B. INTANGIBLE ASSETS
Development costs incurred by the Company are recognised as an intangible asset. An intangible
asset is derecognised and removed from the balance sheet and statement of financial position on
disposal or when no further economic benefits are expected from its use and subsequent disposal.
Other intangible assets have finite useful lives and are carried at cost less accumulated amortisation
and accumulated impairment losses. Cost also includes borrowing costs until the intangible asset is
created.
Subsequent expenditure relating to intangible fixed assets is capitalised to the extent that it increases
the future economic benefits of the asset to which it relates.
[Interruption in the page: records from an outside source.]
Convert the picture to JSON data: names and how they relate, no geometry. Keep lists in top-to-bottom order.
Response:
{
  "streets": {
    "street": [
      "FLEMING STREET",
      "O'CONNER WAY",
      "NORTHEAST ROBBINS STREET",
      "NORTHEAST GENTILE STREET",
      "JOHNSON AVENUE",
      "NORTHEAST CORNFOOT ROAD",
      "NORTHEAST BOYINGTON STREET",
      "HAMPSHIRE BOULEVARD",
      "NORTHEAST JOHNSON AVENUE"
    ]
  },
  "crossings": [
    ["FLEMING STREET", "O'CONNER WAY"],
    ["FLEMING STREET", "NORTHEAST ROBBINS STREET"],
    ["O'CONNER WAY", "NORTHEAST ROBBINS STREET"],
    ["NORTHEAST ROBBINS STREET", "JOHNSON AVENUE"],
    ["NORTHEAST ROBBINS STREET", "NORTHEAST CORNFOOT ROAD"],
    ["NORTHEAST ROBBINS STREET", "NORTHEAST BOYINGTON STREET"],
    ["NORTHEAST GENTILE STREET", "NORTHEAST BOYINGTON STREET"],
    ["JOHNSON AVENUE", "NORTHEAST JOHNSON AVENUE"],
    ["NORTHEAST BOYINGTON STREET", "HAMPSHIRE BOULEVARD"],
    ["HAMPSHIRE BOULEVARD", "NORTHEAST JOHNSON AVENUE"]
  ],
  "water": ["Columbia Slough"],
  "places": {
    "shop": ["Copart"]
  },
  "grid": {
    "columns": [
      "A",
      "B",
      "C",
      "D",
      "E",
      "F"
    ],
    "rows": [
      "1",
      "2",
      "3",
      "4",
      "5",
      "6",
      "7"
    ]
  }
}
The Company applies the straight-line method. Amortisation rates are determined by reference to
the expected useful lives. Amortisation is charged on a straight-line basis until the amortised cost
base is fully recovered and begins to be amortised when the intangible asset with the finite useful
life is available for use. The estimated useful lives for the current and comparative periods are:
computer software: 2 to 10 years,
technical and project documentation: 8 to 40 years,
easements: 20 years and more.
The amortisation and depreciation rates in 2024 remain unchanged from the previous year.
C. TANGIBLE FIXED ASSETS
The Company's tangible fixed assets comprise land, buildings, manufacturing equipment, other
property, plant and equipment, small inventories, property, plant and equipment under construction
or in the course of construction, and advances for the acquisition of property, plant and equipment.
The Company uses the cost model. Cost includes costs directly attributable to the acquisition of an
individual tangible fixed asset (import and non-refundable purchase duties and costs directly
attributable to its qualification for its intended use, in particular import and installation costs). Under
the cost model, tangible fixed assets are carried at cost less accumulated depreciation and
accumulated impairment losses. The cost includes borrowing costs related to the acquisition of the
tangible fixed asset until it is ready for use.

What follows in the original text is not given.